First, determine an output size. Is this bigger or smaller than your input size? It should be at least one step smaller for the best result with this one, but it can be of equal size.
IF output is smaller and sequence is set to output size, your video will be bigger than your desired frame. You can have it zoom out to the proper size at the first frame and hold that until you need to move it again. At this point, the process becomes very similar across situations.
If not smaller but equal for output size, you’re looking at doing some cropping, zooming and positioning in your effect controls. Similar for larger output as well, but you’ll have to zoom it where you want.
One standard effect is the top\bottom split of video games. You resize your clips to half the frame, and position one at the top, one at the bottom, over the course of a second or two using keyframes in your effect controls.

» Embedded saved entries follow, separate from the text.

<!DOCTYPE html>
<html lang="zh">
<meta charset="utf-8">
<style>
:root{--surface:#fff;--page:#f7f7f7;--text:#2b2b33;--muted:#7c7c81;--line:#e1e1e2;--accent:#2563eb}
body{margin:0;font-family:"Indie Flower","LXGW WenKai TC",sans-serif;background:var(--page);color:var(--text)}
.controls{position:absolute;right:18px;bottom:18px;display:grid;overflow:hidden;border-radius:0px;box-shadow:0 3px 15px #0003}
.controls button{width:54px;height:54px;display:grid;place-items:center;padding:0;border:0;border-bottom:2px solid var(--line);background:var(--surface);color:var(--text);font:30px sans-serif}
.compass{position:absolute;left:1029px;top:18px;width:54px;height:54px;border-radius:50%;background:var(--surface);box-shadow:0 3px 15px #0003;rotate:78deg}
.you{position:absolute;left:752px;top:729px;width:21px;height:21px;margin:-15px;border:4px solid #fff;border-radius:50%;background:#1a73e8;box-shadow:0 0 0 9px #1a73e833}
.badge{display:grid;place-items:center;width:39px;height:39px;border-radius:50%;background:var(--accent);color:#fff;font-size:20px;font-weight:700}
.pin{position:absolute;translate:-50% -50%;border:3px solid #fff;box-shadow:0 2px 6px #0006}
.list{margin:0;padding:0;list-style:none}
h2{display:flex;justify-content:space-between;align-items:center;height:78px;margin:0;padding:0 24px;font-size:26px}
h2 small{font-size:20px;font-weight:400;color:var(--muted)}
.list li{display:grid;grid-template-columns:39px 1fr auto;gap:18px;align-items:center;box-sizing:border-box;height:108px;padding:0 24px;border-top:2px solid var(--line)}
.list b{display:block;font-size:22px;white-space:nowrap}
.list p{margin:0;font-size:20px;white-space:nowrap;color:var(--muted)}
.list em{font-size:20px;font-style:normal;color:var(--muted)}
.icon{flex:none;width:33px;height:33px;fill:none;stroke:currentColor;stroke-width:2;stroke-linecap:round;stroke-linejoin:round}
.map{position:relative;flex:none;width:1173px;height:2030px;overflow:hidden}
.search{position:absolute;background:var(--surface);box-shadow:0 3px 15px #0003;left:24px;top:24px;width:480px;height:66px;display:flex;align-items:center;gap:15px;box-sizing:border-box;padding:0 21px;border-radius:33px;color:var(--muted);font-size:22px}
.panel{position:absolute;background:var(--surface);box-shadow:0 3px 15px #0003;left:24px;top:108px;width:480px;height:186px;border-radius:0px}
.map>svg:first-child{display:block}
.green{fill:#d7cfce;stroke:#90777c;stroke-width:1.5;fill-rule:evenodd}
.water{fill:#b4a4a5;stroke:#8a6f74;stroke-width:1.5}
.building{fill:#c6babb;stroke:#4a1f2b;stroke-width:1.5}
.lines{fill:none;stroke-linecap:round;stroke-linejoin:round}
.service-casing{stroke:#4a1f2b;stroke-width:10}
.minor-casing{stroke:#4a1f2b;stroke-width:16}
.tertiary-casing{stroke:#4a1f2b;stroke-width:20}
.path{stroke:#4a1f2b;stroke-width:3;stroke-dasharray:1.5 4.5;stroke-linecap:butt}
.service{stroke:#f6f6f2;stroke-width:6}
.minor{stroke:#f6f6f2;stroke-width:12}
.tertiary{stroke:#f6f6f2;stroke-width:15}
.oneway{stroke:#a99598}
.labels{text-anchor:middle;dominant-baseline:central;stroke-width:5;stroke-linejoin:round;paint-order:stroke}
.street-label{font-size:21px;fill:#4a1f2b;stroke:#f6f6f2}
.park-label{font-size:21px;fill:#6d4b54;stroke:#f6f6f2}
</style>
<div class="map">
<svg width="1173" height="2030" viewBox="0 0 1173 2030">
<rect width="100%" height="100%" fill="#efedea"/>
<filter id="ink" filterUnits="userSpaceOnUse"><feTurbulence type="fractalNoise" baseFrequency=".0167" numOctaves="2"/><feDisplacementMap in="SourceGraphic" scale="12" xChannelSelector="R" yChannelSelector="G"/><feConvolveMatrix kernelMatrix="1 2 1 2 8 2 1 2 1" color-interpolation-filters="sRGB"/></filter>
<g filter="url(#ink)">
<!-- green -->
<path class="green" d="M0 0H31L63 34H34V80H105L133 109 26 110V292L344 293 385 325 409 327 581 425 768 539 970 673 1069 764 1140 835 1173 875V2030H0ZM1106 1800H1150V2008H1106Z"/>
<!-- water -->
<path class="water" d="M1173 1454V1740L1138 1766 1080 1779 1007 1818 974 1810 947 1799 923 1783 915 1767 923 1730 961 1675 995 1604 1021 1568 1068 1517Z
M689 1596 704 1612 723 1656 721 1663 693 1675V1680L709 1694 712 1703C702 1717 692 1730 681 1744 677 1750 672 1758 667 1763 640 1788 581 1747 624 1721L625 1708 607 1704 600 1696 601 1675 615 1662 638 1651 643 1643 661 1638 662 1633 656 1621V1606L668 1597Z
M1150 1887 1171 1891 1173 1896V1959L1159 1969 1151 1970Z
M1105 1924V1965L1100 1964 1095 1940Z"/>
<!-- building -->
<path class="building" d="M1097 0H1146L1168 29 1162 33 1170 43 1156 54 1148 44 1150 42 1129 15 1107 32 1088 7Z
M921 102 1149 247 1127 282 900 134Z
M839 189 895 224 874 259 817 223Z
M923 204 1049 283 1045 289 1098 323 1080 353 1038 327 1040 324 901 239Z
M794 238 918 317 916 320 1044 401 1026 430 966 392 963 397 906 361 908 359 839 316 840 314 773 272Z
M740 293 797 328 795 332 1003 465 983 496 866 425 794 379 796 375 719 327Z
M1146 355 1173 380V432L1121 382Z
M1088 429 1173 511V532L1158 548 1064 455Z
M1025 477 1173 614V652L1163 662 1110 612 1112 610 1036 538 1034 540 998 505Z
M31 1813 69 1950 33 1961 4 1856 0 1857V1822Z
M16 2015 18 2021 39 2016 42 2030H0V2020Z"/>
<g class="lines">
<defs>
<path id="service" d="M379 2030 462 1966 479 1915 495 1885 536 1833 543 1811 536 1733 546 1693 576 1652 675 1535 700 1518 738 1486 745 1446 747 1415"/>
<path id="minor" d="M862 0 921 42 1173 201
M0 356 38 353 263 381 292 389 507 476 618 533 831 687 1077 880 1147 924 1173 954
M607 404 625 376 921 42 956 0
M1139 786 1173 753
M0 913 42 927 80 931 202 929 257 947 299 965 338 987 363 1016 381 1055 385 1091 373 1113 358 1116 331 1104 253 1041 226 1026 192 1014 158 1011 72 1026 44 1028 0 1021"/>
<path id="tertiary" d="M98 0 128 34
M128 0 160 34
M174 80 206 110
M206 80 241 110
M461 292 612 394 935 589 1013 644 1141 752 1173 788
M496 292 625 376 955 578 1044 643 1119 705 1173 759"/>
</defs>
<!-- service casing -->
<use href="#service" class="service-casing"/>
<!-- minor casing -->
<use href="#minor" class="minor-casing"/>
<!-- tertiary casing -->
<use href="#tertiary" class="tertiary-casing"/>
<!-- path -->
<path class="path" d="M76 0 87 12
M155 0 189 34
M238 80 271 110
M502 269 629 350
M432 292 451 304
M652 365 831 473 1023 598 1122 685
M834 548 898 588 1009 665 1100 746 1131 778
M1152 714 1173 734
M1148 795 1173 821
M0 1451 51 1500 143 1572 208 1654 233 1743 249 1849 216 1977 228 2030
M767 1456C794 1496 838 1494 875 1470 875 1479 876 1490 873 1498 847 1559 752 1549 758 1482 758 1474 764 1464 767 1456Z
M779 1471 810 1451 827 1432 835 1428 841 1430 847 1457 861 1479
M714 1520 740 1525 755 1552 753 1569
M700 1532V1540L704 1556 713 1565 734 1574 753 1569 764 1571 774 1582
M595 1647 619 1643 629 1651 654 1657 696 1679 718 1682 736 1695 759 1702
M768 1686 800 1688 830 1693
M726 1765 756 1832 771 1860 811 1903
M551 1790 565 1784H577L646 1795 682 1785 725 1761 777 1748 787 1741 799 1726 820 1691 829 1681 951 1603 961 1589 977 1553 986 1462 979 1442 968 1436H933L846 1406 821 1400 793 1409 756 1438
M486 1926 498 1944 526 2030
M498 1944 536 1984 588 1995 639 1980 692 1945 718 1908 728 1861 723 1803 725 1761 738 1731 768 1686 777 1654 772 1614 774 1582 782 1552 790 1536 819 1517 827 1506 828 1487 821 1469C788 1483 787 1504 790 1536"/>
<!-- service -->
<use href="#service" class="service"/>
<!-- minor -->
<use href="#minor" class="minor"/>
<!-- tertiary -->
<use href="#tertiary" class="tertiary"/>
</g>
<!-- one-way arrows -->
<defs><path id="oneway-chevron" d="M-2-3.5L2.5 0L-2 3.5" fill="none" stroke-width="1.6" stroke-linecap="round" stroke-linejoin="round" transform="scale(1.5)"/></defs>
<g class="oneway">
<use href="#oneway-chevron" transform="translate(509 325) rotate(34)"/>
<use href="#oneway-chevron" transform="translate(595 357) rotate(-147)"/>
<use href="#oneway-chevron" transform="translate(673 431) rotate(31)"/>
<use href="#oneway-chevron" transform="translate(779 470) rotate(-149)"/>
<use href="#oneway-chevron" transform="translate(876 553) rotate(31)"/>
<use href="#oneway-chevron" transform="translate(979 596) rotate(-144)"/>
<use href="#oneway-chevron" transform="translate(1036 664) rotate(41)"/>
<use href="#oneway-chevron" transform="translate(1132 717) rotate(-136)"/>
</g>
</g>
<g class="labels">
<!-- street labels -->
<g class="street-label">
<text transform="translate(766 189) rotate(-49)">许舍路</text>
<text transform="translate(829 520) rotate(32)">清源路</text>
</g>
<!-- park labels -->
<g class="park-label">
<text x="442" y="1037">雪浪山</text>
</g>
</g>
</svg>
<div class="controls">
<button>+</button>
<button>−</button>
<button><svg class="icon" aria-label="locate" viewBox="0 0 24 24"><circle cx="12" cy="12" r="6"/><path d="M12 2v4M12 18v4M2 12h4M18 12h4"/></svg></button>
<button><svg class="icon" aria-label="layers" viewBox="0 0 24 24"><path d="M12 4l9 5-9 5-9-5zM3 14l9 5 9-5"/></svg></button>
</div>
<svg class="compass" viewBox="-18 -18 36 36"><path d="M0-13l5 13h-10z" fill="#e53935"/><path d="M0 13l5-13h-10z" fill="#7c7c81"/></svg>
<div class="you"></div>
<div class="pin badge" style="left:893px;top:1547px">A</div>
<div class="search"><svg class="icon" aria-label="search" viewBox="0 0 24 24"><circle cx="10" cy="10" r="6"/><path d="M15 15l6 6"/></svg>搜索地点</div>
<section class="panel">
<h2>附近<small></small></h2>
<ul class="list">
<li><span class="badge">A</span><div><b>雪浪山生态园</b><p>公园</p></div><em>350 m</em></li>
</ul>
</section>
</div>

Another standard effect is to zoom each to your wanted square view, crop it to a square about half the frame in size, and place one to the right and one to the left. Doing this, you either want to find an area where the color lines up just right, so the split is almost seamless, or you want to place a small gap of a neutral variant color (white, black, or a neon halfway between two of the colors at the edge) that will define the split in the screens, while making sure main subjects are zoomed almost equally. To get black just leave space in between, but for white or neon, you may have to apply another effect or clipping that places a bar where the split is. I suggest using illustrator to make a PNG with an alpha channel and then lay the png on a video track over the split screen area and allow the other videos to show through.